_Assignment_:
Write out the full listing again, exactly as it stands.

*** Given entries Section Begins ***

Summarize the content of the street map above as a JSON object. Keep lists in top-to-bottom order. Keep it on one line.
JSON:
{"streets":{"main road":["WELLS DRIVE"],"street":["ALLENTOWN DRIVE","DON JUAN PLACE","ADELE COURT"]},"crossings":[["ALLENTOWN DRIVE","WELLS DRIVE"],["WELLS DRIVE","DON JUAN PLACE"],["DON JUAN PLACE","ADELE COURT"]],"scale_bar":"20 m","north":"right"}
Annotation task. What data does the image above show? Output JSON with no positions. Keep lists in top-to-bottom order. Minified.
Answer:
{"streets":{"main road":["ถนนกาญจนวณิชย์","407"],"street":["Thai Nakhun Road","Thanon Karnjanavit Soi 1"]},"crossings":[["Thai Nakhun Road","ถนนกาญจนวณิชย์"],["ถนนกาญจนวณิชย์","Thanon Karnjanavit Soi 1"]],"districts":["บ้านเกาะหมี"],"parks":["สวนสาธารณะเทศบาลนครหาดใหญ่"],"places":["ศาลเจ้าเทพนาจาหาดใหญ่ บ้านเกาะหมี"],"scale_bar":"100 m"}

*** Given entries Section Ends ***

_Expected output_:
Summarize the content of the street map above as a JSON object. Keep lists in top-to-bottom order. Keep it on one line.
JSON:
{"streets":{"main road":["WELLS DRIVE"],"street":["ALLENTOWN DRIVE","DON JUAN PLACE","ADELE COURT"]},"crossings":[["ALLENTOWN DRIVE","WELLS DRIVE"],["WELLS DRIVE","DON JUAN PLACE"],["DON JUAN PLACE","ADELE COURT"]],"scale_bar":"20 m","north":"right"}
Annotation task. What data does the image above show? Output JSON with no positions. Keep lists in top-to-bottom order. Minified.
Answer:
{"streets":{"main road":["ถนนกาญจนวณิชย์","407"],"street":["Thai Nakhun Road","Thanon Karnjanavit Soi 1"]},"crossings":[["Thai Nakhun Road","ถนนกาญจนวณิชย์"],["ถนนกาญจนวณิชย์","Thanon Karnjanavit Soi 1"]],"districts":["บ้านเกาะหมี"],"parks":["สวนสาธารณะเทศบาลนครหาดใหญ่"],"places":["ศาลเจ้าเทพนาจาหาดใหญ่ บ้านเกาะหมี"],"scale_bar":"100 m"}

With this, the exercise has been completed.